Saved entries
------------------------------
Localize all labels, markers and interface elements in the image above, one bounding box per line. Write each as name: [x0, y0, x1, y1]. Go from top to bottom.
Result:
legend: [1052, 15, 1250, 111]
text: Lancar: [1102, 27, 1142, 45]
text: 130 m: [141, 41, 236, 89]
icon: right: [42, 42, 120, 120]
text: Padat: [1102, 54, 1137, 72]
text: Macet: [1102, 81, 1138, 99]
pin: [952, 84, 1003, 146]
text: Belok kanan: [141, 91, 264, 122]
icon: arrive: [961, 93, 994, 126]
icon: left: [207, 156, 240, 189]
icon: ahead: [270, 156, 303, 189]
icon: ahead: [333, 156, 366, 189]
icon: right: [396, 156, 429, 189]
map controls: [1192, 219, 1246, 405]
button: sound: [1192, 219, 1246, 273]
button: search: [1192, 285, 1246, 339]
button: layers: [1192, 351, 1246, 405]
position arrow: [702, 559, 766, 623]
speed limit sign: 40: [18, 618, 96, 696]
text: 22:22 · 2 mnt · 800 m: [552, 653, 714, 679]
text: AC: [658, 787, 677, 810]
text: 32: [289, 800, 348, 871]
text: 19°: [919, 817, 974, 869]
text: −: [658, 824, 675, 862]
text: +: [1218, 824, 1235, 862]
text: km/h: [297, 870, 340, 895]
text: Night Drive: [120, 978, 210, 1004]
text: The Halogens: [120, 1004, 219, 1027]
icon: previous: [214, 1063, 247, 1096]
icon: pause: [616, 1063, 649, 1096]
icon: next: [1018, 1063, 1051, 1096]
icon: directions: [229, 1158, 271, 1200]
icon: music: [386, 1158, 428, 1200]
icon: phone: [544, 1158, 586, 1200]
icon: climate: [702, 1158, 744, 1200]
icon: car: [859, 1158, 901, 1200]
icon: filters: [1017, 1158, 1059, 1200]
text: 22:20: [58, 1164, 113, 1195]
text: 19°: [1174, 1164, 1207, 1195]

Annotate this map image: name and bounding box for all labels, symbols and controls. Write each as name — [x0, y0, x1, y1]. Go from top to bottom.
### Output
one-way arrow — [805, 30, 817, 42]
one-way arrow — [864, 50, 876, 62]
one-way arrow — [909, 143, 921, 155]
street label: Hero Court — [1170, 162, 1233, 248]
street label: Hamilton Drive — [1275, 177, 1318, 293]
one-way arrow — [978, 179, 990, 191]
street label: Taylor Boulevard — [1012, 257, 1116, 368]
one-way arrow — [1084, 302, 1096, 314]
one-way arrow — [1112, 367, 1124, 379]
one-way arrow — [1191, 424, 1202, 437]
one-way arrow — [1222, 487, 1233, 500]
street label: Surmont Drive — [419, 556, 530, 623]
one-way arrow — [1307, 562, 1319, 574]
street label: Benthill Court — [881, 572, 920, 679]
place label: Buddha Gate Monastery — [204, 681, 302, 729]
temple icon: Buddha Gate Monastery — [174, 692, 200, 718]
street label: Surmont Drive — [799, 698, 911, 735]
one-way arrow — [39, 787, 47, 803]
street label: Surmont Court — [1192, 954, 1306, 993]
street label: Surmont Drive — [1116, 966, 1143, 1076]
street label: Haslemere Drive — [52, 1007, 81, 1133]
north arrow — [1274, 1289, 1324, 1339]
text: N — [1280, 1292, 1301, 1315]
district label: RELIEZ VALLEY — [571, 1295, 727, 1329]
------------------------------
| Activity |
Where a line of the data above includes the string "Gate", pull it out.

| Solution to this exercise |
place label: Buddha Gate Monastery — [204, 681, 302, 729]
temple icon: Buddha Gate Monastery — [174, 692, 200, 718]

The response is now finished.